**Goal of the exercise:** Copy out each line containing "Masjid" from the entries below.

------------------------------------------------

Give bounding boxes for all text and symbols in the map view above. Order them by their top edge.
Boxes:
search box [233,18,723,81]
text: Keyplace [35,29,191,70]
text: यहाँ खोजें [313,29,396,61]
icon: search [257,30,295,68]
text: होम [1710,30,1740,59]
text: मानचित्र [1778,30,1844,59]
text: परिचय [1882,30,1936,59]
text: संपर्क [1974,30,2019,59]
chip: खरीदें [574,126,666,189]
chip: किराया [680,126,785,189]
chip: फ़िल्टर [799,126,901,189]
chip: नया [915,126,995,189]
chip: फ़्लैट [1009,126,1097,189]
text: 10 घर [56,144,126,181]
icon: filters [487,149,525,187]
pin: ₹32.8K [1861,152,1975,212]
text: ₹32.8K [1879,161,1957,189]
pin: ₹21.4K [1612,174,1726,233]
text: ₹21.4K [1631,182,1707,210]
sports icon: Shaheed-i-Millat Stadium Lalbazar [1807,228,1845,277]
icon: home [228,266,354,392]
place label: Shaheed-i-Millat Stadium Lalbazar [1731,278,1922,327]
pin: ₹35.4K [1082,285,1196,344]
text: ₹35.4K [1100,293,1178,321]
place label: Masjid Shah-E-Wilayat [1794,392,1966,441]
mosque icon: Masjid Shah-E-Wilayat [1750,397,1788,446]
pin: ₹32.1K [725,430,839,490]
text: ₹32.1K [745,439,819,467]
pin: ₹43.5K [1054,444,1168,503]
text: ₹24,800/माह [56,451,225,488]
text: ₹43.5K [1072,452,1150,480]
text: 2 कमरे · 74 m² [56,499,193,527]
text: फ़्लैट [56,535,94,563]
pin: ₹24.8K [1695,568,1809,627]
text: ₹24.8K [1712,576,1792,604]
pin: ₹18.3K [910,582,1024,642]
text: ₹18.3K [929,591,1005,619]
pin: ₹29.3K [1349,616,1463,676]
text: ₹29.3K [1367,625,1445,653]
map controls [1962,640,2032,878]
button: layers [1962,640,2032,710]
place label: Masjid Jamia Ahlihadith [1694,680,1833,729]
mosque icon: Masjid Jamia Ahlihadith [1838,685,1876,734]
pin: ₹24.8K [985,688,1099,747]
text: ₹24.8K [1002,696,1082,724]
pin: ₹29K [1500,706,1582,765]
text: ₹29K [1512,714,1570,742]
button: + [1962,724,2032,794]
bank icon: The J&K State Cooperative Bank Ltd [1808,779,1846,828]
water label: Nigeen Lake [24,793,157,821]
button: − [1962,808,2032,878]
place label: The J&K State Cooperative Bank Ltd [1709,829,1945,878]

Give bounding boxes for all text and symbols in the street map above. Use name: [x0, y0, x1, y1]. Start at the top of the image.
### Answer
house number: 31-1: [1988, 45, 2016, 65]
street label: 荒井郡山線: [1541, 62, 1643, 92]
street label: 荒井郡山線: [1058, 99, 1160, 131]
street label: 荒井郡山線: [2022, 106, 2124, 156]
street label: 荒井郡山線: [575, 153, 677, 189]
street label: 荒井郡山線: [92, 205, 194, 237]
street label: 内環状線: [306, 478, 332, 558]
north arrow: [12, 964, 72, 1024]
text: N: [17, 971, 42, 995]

------------------------------------------------

**Written solution:**
place label: Masjid Shah-E-Wilayat [1794,392,1966,441]
mosque icon: Masjid Shah-E-Wilayat [1750,397,1788,446]
place label: Masjid Jamia Ahlihadith [1694,680,1833,729]
mosque icon: Masjid Jamia Ahlihadith [1838,685,1876,734]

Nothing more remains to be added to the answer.